Re: Restricting Access to FTD Management Interface

mumbles202 · ‎04-06-2023

I'm trying to restrict access to the management interface of a pair of 1150s running 7.2.0. I've run the following command:

configure ssh-access-list 8.8.8.8/32

which appears to complete successfully("The ssh access list was changed successfully." is returned) but then if I issue "show ssh-access-list" following this nothing is displayed. If I log out and back in via ssh I get the following:

> show ssh-access-list
f2b-sshd tcp -- anywhere anywhere tcp dpt:ssh
Chain f2b-sshd (1 references)

Once I try to edit the ACL again I get the same behavior described above and if I re-run the show ssh-access-list command nothing is displayed. Strangely enough, this worked fine on a pair of 1140s running the same code.

balaji.bandi · ‎04-06-2023

is this managed by FMC or FDM ?

configure ssh-access-list 8.8.8.8/32 <-- Hope 8.8.8.8 dummy one, if you do this only 8.8.8.8 can access rest will be denied. (bare in mind before you issue that command)

try :

> show running-config ssh

Note: since you confirmed the old version working 7.2 has an issue, may syntax change or could be a bug, I have not tested myself n 7.2 - 7.0 works as expected.

BB

***** Rate All Helpful Responses *****

How to Ask The Cisco Community for Help

mumbles202 · ‎04-11-2023

This pair of 1150s is managed by the same FMC that manages the 1140 that took the commands successfully.

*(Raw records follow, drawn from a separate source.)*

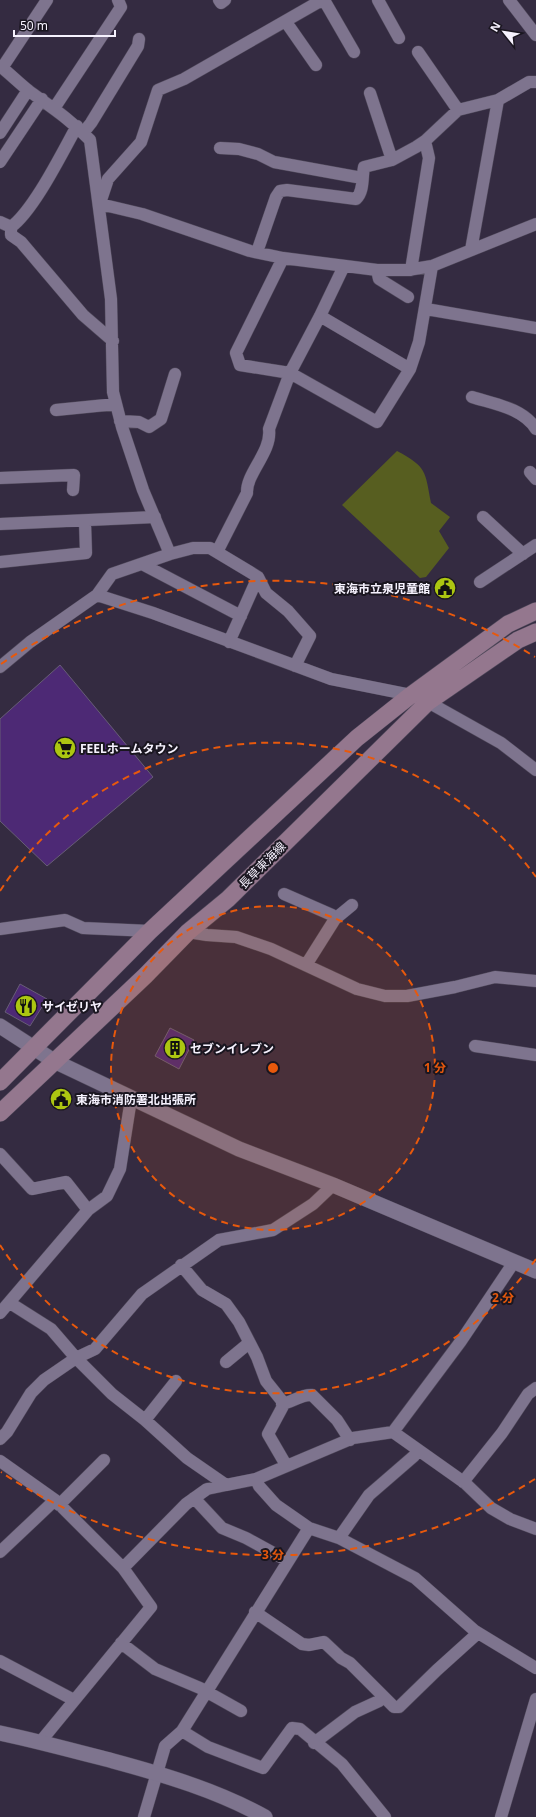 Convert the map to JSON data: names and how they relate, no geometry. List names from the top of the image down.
{
  "streets": {
    "main road": ["長草東海線"]
  },
  "places": {
    "public building": ["東海市立泉児童館", "東海市消防署北出張所"],
    "supermarket": ["FEELホームタウン"],
    "restaurant": ["サイゼリヤ"],
    "building": ["セブンイレブン"]
  },
  "scale_bar": "50 m",
  "north": "top left",
  "rings": ["1 分", "2 分", "3 分"]
} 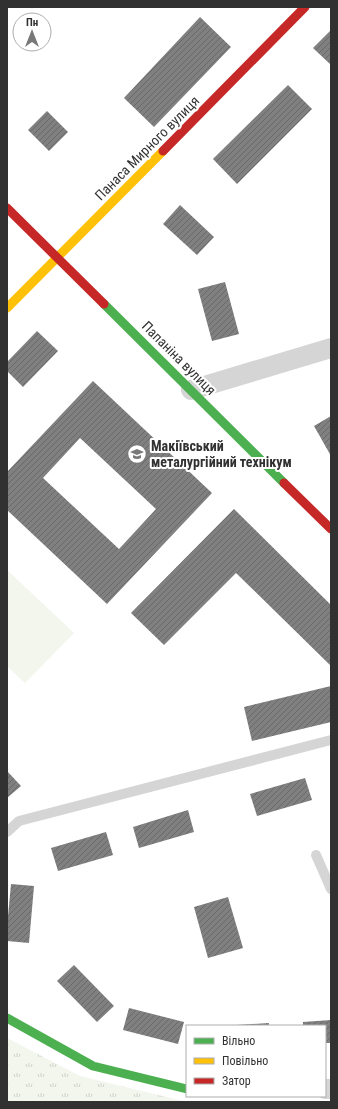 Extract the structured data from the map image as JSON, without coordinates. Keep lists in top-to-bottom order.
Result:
{
  "streets": {
    "street": ["Панаса Мирного вулиця", "Папаніна вулиця"]
  },
  "crossings": [
    ["Панаса Мирного вулиця", "Папаніна вулиця"]
  ],
  "places": {
    "school or university": ["Макіївський металургійний технікум"]
  },
  "legend": ["Вільно", "Повільно", "Затор"],
  "north": "top"
} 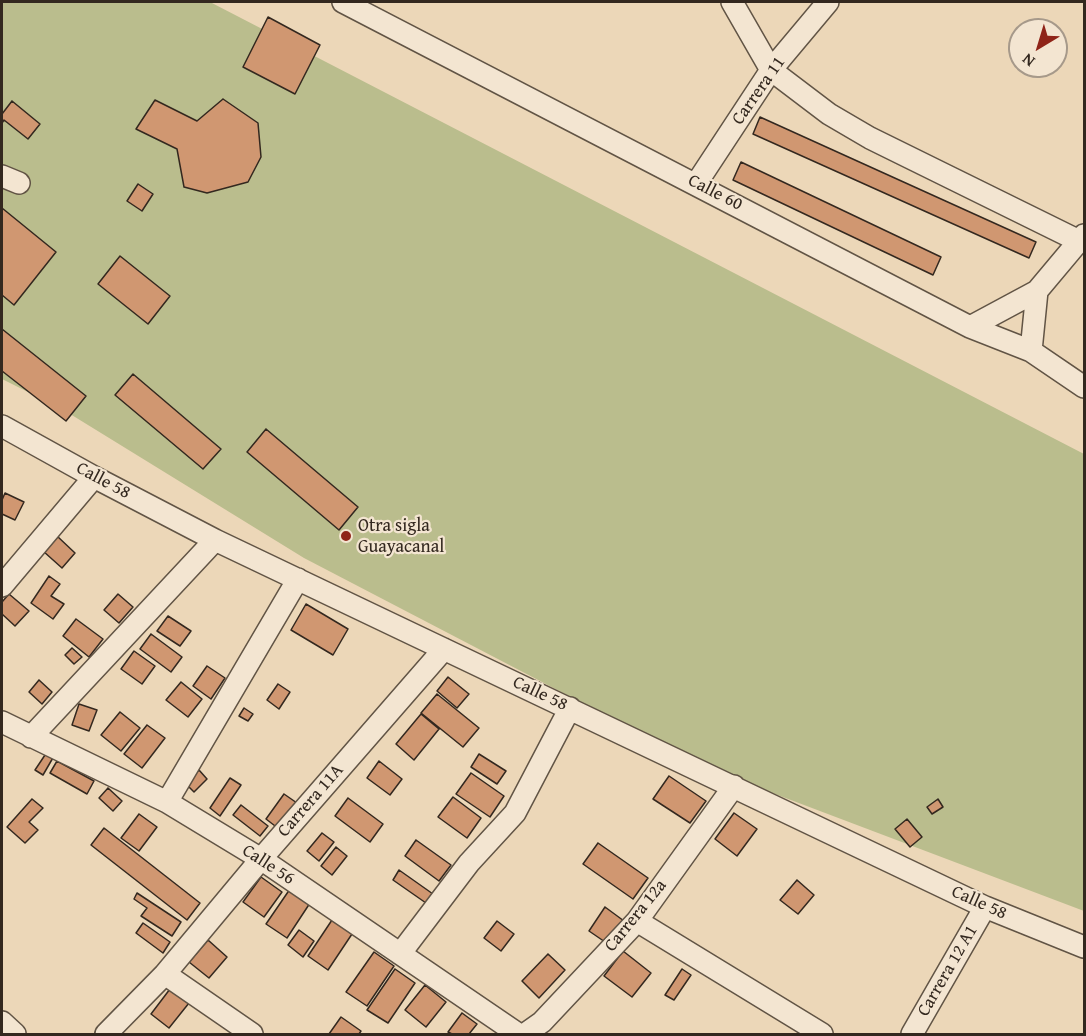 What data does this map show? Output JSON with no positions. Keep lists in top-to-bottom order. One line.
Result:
{"streets":{"street":["Carrera 11","Calle 60","Calle 58","Carrera 11A","Calle 56","Carrera 12a","Carrera 12 A1"]},"crossings":[["Carrera 11","Calle 60"],["Calle 58","Carrera 11A"],["Calle 58","Carrera 12a"],["Calle 58","Carrera 12 A1"],["Carrera 11A","Calle 56"]],"places":["Otra sigla Guayacanal"],"north":"bottom left"} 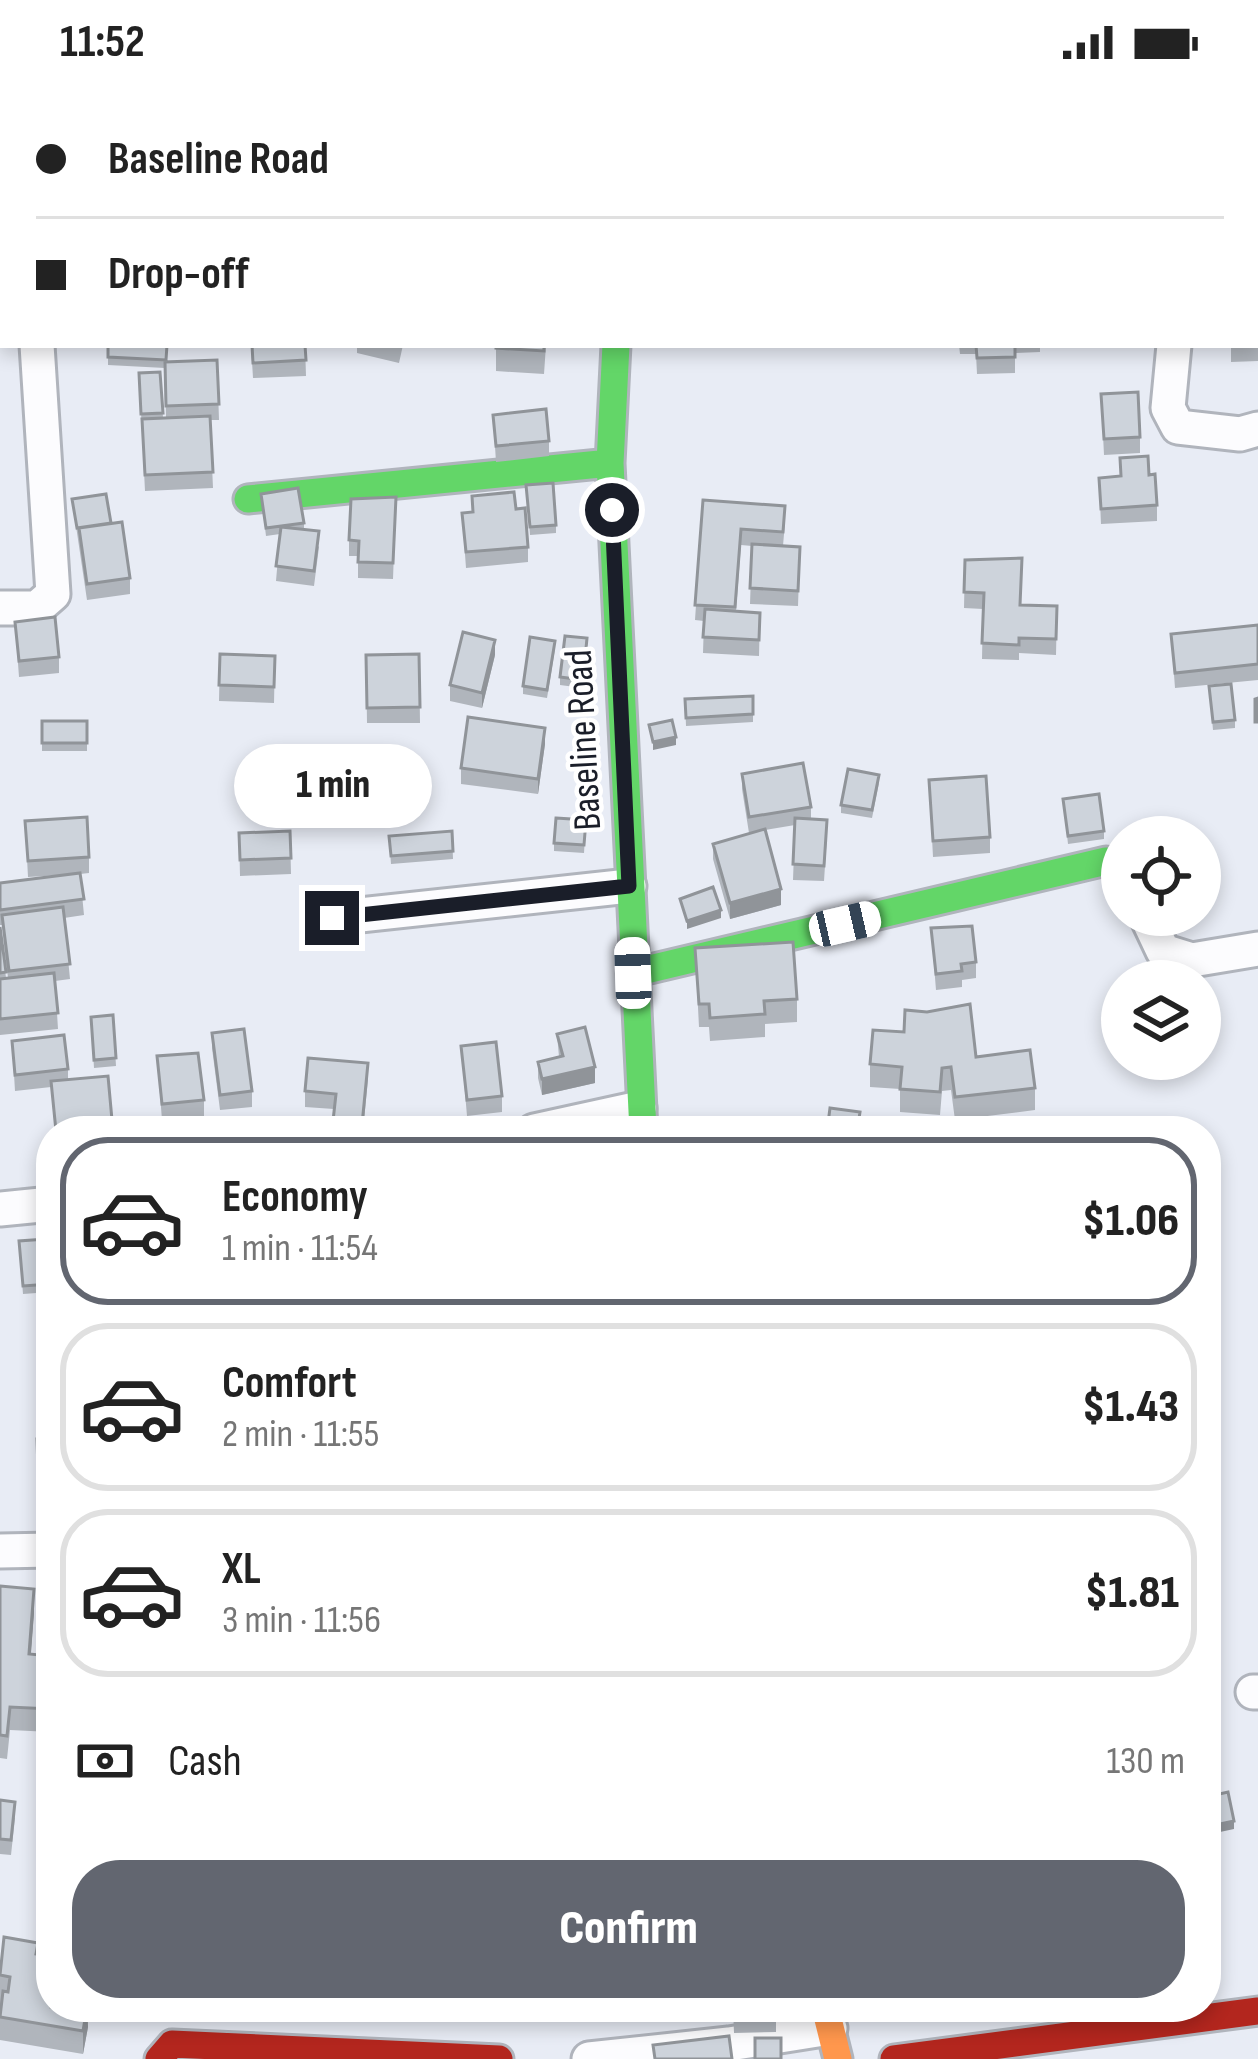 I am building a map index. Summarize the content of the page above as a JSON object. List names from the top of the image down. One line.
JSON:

Gustavo Medina · ‎04-11-2023

Maybe iptables is corrupt... can you show me the iptables file?

/ngfw/etc/sysconfig# cat iptables

mumbles202 · ‎04-12-2023

When I do that I get this:

admin@ftd-02:/ngfw/etc/sysconfig$ cat iptables
admin@ftd-02:/ngfw/etc/sysconfig$

Gustavo Medina · ‎04-12-2023

I see... can you share the same from the working 1140?